• _Data to process_

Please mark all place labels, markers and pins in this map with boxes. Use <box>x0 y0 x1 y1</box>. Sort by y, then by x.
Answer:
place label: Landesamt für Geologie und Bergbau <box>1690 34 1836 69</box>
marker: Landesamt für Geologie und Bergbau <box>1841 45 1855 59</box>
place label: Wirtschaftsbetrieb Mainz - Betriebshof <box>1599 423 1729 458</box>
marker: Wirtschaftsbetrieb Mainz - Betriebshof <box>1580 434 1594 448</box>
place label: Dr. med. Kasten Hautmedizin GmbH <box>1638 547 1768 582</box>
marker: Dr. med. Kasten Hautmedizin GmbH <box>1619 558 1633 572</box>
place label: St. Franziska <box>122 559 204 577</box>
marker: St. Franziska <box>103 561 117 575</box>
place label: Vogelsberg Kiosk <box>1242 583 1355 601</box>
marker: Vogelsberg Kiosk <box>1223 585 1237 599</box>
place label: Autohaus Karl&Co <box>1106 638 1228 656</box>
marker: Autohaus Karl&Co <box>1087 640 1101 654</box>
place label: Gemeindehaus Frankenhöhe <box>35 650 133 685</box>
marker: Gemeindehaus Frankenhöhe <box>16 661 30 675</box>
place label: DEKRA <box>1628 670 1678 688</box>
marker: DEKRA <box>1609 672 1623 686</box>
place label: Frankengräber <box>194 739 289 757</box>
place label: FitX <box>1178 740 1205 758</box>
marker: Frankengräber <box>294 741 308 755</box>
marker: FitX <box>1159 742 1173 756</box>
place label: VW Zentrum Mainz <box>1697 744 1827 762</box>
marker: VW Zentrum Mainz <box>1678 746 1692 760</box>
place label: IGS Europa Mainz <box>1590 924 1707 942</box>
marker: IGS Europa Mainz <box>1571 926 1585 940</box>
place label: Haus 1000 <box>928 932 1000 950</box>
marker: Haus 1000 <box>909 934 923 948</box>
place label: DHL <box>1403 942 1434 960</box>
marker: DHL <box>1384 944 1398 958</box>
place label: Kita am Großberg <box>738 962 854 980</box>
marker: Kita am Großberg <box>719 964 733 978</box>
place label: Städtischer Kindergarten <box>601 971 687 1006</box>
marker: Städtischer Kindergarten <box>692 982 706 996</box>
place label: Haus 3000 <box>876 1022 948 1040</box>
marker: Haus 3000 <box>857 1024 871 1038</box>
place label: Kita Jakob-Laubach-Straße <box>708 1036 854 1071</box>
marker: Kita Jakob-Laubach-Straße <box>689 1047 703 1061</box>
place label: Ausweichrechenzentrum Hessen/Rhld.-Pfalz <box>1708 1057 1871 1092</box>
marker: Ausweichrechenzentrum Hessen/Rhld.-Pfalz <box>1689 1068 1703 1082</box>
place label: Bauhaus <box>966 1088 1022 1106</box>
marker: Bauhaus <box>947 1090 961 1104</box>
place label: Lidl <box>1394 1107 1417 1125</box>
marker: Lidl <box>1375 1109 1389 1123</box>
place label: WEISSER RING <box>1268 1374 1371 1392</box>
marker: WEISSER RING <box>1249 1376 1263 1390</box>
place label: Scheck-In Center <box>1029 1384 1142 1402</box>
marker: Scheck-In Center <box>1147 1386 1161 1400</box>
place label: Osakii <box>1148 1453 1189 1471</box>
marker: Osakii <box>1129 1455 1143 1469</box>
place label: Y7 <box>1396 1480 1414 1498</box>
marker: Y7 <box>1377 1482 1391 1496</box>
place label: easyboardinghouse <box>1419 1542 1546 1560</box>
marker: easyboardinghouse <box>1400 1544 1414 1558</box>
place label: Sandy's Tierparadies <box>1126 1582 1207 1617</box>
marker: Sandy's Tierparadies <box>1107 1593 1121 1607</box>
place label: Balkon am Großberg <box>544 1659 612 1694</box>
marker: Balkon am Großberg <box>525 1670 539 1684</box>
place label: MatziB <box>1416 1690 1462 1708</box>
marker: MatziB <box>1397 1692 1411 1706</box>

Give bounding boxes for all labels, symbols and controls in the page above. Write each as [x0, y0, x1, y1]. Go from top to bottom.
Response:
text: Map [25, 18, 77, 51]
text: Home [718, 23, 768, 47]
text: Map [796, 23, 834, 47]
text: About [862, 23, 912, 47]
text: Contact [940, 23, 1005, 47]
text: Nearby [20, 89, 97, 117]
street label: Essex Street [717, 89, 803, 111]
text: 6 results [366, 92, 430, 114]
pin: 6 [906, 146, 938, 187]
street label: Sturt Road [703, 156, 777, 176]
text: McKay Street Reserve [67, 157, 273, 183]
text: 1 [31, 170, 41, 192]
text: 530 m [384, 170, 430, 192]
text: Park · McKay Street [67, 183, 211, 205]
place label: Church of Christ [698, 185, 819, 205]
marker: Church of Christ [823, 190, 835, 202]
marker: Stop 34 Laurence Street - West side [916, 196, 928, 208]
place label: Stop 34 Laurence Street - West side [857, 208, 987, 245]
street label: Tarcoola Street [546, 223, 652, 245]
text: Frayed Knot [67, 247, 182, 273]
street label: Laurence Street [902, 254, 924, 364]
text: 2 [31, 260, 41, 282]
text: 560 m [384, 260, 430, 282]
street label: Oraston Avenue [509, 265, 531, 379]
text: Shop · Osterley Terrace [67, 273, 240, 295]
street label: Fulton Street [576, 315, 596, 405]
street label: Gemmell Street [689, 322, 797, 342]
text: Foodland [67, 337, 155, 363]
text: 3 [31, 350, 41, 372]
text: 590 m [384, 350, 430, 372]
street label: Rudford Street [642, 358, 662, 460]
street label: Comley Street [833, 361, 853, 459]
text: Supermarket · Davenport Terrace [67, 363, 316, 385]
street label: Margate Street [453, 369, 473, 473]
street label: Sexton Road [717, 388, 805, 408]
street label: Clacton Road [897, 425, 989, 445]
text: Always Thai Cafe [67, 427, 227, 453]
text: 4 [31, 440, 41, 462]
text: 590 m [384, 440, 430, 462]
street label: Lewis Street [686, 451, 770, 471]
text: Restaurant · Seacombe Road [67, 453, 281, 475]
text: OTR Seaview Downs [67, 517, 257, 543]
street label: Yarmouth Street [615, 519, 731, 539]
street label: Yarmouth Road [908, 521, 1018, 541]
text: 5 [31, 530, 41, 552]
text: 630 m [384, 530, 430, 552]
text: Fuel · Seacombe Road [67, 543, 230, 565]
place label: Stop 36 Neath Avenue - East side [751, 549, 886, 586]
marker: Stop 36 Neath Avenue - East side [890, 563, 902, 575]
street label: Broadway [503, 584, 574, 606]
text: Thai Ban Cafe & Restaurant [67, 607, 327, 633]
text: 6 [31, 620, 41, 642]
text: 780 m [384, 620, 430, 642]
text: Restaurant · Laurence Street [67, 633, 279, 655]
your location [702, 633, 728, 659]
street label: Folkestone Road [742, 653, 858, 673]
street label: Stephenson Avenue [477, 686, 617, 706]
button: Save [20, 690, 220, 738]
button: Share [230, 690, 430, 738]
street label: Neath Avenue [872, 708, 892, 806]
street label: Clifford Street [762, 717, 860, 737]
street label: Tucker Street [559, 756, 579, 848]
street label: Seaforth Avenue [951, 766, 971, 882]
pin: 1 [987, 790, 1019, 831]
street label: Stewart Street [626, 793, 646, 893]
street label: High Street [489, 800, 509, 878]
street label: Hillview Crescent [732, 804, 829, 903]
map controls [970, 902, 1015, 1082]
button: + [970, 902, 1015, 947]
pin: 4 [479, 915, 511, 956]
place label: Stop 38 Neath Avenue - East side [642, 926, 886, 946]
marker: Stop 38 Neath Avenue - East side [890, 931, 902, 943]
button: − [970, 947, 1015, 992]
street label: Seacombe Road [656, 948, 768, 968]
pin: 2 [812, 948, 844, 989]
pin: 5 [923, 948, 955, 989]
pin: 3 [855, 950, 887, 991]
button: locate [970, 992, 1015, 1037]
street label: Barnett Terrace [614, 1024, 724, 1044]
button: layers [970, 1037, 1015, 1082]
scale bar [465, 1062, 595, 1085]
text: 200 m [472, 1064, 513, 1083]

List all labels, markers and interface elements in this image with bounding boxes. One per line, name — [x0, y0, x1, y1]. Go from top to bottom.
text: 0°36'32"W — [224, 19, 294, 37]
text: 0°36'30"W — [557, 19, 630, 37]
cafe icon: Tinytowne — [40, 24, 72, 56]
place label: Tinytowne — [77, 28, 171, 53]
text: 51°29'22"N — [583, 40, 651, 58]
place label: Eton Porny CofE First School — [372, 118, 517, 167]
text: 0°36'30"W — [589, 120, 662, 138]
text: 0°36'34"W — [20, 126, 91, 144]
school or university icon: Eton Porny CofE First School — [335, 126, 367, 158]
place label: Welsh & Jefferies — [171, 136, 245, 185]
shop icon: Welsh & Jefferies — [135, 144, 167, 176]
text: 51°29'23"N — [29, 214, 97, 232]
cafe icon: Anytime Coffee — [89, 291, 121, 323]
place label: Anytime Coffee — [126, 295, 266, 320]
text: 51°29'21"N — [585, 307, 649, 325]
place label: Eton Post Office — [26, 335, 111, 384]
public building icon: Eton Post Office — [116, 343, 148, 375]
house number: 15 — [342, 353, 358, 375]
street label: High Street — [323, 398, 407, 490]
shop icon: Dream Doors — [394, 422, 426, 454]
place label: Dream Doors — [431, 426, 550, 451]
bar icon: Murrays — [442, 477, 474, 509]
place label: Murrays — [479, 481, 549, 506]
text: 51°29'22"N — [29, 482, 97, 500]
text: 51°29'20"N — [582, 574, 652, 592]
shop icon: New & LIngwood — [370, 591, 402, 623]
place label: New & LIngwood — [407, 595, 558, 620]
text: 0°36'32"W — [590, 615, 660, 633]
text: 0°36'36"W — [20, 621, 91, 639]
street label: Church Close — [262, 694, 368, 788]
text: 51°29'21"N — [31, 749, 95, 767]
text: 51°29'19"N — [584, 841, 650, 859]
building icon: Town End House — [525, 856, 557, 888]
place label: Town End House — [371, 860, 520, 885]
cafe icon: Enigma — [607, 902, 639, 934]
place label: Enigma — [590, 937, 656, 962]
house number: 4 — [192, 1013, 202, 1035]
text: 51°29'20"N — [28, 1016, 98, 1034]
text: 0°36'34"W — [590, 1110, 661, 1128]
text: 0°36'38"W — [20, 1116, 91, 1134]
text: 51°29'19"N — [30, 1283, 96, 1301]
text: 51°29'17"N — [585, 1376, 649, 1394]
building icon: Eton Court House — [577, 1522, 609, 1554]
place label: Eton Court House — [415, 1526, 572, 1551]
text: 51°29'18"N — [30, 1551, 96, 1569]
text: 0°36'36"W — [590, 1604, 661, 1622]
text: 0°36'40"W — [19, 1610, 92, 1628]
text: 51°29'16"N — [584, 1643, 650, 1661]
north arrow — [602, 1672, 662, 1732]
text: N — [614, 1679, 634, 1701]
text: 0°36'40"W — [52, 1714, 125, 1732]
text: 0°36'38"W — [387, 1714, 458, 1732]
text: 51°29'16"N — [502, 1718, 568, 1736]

• _Your instructions_
Could you report every line of the material that contains the string "Bauhaus"?

• _Solution for this problem_
place label: Bauhaus <box>966 1088 1022 1106</box>
marker: Bauhaus <box>947 1090 961 1104</box>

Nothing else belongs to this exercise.